EXHIBITION; Don’t Follow Me, I’m Lost | LECTURE
ZHANG Hai was born in 1976 in Kunming, Yunnan Province, China. He studied architecture in Chongqing, Sichuan Province and Miami, Florida, USA, and earned his master’s degree in 2001. In 2008, he chose to quit architecture and devote himself entirely to exploring his concerns for the human condition through photography. He started working on personal long-term photographic projects such as “To Kill A Mockingbird” about stereotypes in America’s Deep South, and “Chinese, overshadowed by China,” in China and the USA, about people as individuals rather than “part of the big picture.”
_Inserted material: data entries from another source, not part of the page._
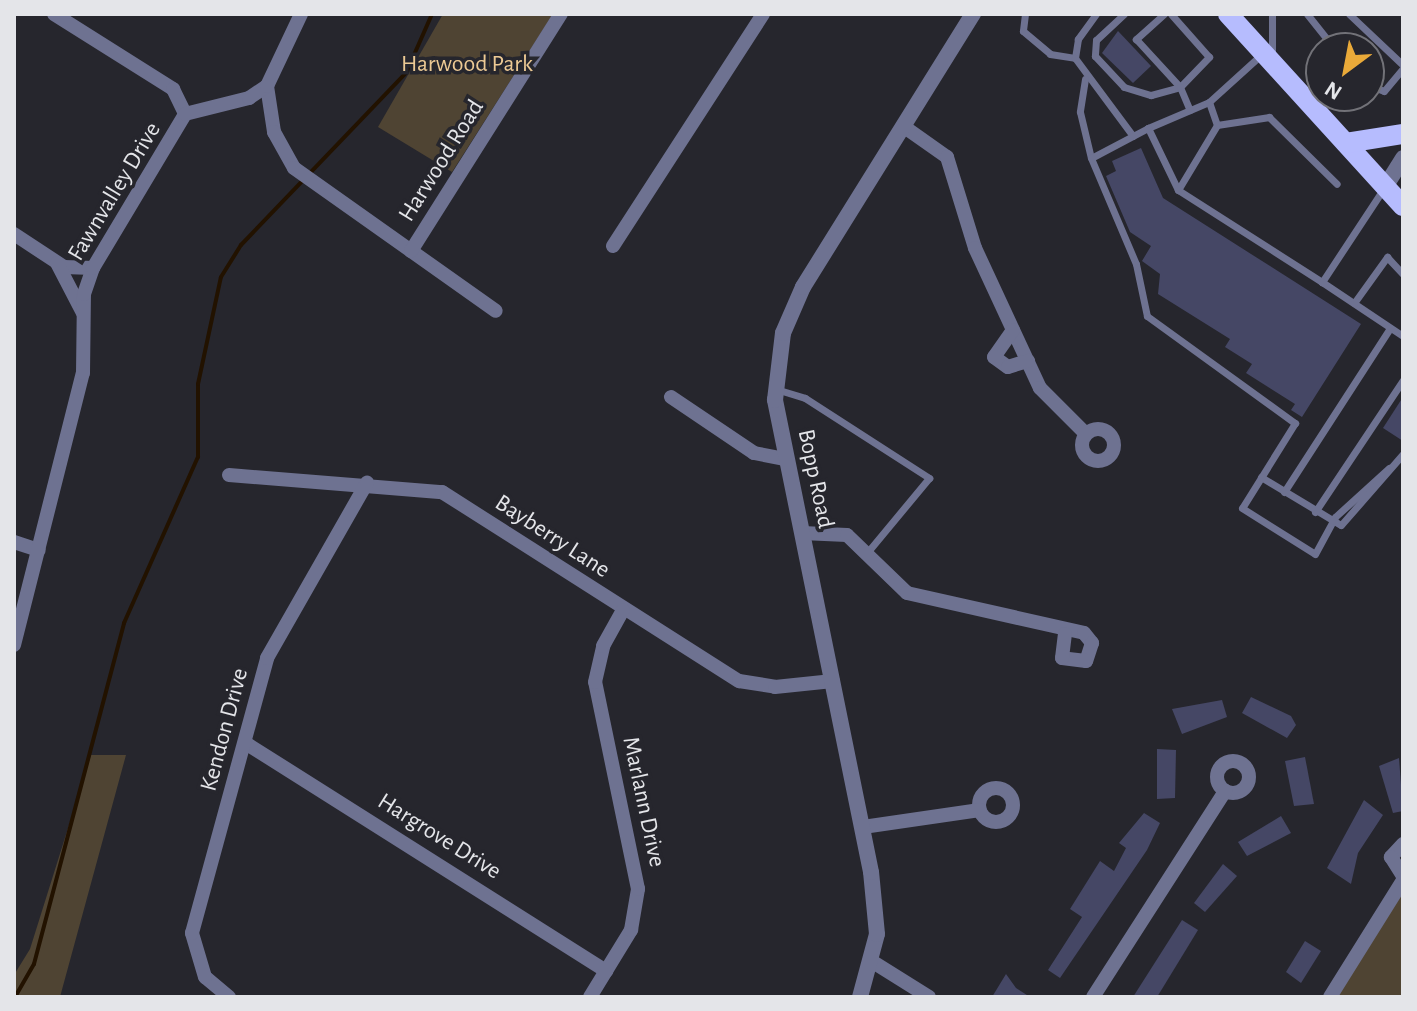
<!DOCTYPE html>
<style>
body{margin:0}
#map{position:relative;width:1417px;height:1011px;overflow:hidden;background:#26262d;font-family:"Alegreya Sans",sans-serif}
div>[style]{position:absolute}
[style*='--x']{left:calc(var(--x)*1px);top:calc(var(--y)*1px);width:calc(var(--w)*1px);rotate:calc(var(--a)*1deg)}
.green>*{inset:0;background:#4f4433}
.stream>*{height:4px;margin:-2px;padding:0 2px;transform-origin:2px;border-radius:2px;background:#221200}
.building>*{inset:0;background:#454765}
.service>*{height:7px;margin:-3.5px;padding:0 3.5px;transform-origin:3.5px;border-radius:3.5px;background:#6e7291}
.minor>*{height:14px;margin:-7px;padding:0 7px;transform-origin:7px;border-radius:7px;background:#6e7291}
.minor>.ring{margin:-7px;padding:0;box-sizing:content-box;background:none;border:14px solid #6e7291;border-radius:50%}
.tertiary>*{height:16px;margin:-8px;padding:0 8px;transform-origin:8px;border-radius:8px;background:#6e7291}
.primary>*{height:20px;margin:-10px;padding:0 10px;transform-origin:10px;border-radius:10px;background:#b6bcfe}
span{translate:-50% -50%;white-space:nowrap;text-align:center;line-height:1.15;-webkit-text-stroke:7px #26262d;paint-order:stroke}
.park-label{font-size:24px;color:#ecc994}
.street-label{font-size:24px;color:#e4e5e9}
.frame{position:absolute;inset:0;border:16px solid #e4e5e9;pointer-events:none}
.north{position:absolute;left:1305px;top:32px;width:80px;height:80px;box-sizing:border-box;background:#26262d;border:2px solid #727278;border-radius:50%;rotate:212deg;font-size:22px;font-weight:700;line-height:32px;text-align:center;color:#e4e5e9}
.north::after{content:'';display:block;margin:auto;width:28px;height:36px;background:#eaaa39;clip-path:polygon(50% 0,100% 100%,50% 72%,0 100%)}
</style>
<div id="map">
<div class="green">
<div style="clip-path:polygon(443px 14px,553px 14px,452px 172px,378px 127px)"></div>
<div style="clip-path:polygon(91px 755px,126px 755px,60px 997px,14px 997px,14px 975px,30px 949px)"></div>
<div style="clip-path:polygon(1403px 892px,1403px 997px,1337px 997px)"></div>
</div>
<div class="stream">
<div style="--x:15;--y:997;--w:38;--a:-60"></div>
<div style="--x:34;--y:964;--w:353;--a:-75.2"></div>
<div style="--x:124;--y:623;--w:182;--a:-66"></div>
<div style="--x:198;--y:457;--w:73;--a:-90"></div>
<div style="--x:198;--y:384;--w:109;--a:-77.9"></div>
<div style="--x:221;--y:277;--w:38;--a:-58"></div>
<div style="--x:241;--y:245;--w:238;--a:-46.2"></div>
<div style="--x:406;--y:73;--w:64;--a:-66.2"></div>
</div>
<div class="building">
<div style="clip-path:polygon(1118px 31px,1151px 66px,1133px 83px,1102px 53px)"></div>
<div style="clip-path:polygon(1141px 148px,1163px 198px,1361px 324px,1302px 417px,1291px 410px,1295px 404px,1246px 373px,1252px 364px,1225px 347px,1230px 339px,1158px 294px,1160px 274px,1142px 261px,1151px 246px,1130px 232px,1106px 176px,1116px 171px,1112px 161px)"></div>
<div style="clip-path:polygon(1403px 397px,1403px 441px,1383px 428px)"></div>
<div style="clip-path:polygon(1251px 697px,1291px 716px,1296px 725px,1287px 738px,1242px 713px)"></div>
<div style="clip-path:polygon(1222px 700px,1227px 717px,1182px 734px,1172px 709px)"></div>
<div style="clip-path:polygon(1157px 749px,1176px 750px,1175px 798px,1157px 799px)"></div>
<div style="clip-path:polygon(1305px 757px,1314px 804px,1294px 806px,1285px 761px)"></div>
<div style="clip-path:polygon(1399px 758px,1403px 811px,1393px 813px,1379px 766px)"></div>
<div style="clip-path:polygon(1364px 800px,1383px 815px,1358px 853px,1351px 884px,1327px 868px)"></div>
<div style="clip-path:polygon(1144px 813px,1160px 823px,1147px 850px,1060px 978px,1048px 970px,1082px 917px,1070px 909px,1100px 861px,1114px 871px,1126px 848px,1119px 843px)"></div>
<div style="clip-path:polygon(1281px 816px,1291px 833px,1247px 856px,1238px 842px)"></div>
<div style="clip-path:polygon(1223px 864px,1237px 876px,1205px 912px,1194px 903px)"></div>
<div style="clip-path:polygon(1182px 920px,1198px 930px,1162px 989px,1157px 997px,1133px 997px)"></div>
<div style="clip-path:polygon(1305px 941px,1321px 951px,1301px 983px,1286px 972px)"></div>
<div style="clip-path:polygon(1006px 974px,1016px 988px,1030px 997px,992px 997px)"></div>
</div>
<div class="service">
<div style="--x:1025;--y:14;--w:17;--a:97"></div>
<div style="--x:1023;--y:31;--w:35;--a:40"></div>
<div style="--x:1050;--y:54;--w:25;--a:9"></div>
<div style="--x:1096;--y:14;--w:31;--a:126"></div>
<div style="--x:1078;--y:39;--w:19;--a:99"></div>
<div style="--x:1075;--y:58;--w:97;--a:53.4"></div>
<div style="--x:1124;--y:14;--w:38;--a:137"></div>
<div style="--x:1096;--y:40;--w:16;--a:94"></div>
<div style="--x:1095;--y:56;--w:42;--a:46.9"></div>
<div style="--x:1124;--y:87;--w:28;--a:17"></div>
<div style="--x:1151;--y:95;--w:30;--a:-15"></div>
<div style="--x:1180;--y:87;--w:42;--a:-46"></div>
<div style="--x:1209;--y:57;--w:57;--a:-131.5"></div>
<div style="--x:1164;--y:14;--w:38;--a:138"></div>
<div style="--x:1136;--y:39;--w:65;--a:47.5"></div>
<div style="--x:1180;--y:87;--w:25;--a:67"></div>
<div style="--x:1307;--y:14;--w:43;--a:51.5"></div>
<div style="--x:1349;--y:14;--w:74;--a:43.4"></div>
<div style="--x:1272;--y:55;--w:41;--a:-90"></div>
<div style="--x:1085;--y:79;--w:33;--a:99"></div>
<div style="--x:1080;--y:112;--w:47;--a:76.6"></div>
<div style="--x:1369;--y:85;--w:16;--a:22"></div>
<div style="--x:1384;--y:91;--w:30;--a:-50"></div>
<div style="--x:1209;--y:102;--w:24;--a:71"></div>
<div style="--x:1217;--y:125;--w:53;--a:-8.7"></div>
<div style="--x:1269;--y:117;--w:95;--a:44.6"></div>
<div style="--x:1148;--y:128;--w:66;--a:-23.1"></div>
<div style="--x:1209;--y:102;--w:72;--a:-42.2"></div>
<div style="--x:1384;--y:188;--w:113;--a:123.4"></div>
<div style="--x:1322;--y:282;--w:171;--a:-147.4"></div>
<div style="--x:1178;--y:190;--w:69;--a:-115.8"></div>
<div style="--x:1148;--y:128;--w:64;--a:152.2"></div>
<div style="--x:1091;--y:158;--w:115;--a:67"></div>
<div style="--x:1136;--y:264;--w:53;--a:78.1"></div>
<div style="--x:1147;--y:316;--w:183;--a:35.9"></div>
<div style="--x:1295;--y:423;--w:100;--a:121.9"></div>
<div style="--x:1242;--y:508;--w:86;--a:32.2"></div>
<div style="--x:1315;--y:554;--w:42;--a:-61.6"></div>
<div style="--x:1335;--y:517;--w:73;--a:-42.2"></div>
<div style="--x:1178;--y:190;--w:76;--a:-59"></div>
<div style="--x:1322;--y:282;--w:97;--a:33.7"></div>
<div style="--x:1354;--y:303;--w:57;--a:-54.3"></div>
<div style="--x:1387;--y:257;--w:23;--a:47"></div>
<div style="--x:779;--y:390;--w:27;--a:17"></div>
<div style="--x:805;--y:398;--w:148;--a:32.8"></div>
<div style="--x:929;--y:478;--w:100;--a:129.7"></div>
<div style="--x:1261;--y:477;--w:93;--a:31"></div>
<div style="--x:1341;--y:525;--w:94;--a:-48.9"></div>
<div style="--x:1284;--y:492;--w:195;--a:-57.1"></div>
<div style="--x:1315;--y:512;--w:159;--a:-56.3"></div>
</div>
<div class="minor">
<div style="--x:54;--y:14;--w:141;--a:32.2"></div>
<div style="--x:173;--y:89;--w:28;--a:64"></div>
<div style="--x:267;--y:86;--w:47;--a:81.3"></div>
<div style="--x:274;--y:132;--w:41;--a:60.9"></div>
<div style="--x:294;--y:168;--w:247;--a:35.3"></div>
<div style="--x:903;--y:126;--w:54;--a:35.2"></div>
<div style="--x:947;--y:157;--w:95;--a:72.9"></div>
<div style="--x:975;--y:248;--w:154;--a:65.1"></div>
<div style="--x:1040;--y:388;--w:65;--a:45"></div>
<div style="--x:14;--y:234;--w:60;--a:33.4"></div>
<div style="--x:64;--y:267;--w:29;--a:2"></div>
<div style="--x:613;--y:246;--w:276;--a:-57.1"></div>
<div style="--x:411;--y:251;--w:280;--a:-57.7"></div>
<div style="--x:57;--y:263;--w:56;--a:62.5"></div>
<div style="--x:1013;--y:330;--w:33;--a:125"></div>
<div style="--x:994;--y:357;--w:17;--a:36"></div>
<div style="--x:1008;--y:367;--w:21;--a:-17"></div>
<div style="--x:671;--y:397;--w:100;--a:34"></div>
<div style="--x:754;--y:453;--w:32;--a:11"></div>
<div class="ring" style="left:1082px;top:429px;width:18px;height:18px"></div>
<div style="--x:229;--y:475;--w:214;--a:4.6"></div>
<div style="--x:442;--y:492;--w:352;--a:32.5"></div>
<div style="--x:739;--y:681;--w:36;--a:9"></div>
<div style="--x:775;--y:687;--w:58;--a:-5.9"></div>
<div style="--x:802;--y:533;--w:45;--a:2.5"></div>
<div style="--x:847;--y:535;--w:83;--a:44"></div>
<div style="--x:907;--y:593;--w:181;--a:12.7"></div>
<div style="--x:1084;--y:633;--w:13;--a:51"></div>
<div style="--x:1092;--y:643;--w:19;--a:108"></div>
<div style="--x:1086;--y:661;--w:24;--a:-173"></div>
<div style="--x:1062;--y:658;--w:24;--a:-83"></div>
<div style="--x:14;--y:542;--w:26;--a:18"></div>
<div style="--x:14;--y:645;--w:281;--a:-75.8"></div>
<div style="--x:83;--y:373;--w:79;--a:-89.3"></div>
<div style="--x:84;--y:294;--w:28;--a:-71"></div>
<div style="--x:93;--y:268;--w:179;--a:-59.1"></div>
<div style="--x:185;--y:114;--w:66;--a:-14"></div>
<div style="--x:249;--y:98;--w:22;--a:-34"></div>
<div style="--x:267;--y:86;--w:80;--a:-64.7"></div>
<div style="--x:247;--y:744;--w:425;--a:32.3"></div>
<div class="ring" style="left:1217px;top:761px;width:18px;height:18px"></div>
<div class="ring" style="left:979px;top:788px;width:20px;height:20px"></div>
<div style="--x:863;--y:827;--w:118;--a:-8.3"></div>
<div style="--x:1403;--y:844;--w:18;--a:133"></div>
<div style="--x:1391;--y:857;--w:22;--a:58"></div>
<div style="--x:873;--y:962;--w:66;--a:32"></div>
<div style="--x:229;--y:997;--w:31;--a:-140"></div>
<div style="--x:205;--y:977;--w:46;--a:-106.5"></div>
<div style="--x:192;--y:933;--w:285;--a:-74.7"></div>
<div style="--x:267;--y:658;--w:202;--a:-60.3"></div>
<div style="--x:590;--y:997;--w:79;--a:-58.5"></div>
<div style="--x:631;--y:930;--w:42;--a:-80.3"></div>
<div style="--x:638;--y:889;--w:211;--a:-101.7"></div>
<div style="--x:595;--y:682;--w:37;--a:-77"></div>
<div style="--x:603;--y:646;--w:41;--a:-60.9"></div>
<div style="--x:1093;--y:997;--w:245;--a:-57.3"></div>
<div style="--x:1330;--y:997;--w:138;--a:-58"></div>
</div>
<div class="tertiary">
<div style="--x:1385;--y:187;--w:34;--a:-58"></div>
<div style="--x:860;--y:997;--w:65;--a:-74.9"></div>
<div style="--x:877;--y:934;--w:62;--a:-95.5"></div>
<div style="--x:871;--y:872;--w:482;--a:-101.5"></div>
<div style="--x:775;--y:400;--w:67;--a:-83.2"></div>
<div style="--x:783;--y:333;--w:50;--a:-66.5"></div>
<div style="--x:803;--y:287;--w:322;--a:-58.1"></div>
</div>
<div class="primary">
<div style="--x:1228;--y:14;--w:260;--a:47.7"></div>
<div style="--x:1346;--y:143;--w:58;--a:-9"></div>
</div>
<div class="park-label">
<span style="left:467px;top:65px">Harwood Park</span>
</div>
<div class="street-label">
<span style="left:442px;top:161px;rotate:-58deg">Harwood Road</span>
<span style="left:115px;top:192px;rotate:-59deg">Fawnvalley Drive</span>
<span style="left:815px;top:479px;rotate:78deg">Bopp Road</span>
<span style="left:552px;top:537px;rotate:33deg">Bayberry Lane</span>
<span style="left:225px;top:730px;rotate:-75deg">Kendon Drive</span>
<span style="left:643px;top:802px;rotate:78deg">Marlann Drive</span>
<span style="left:439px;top:837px;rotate:32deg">Hargrove Drive</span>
</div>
<div class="frame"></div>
<div class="north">N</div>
</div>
Now based in New York City, he regularly travels back to China to photograph the disadvantaged within the ever-changing and sprawling Chinese urban landscape. Deeply rooted in the humanistic “concerned” tradition, both in terms of his more intimate personal subjects and his broader projects regarding society at large, his works have been exhibited at the Godwin-Ternbach Museum in Queens, NY; Kansas State University; and in other galleries and institutional venues in New York City; Washington, DC; San Jose, Costa Rica; and China. He received a two time artist-in-residency from the Monte Azul Center of Arts of Costa Rica to document a self-sustained mountain village in the southern region of this Central American country. He has lectured at the New School’s India-China Institute, the Brooklyn Public Library, Asia Society and the Asian-American Arts Centre, all in New York City.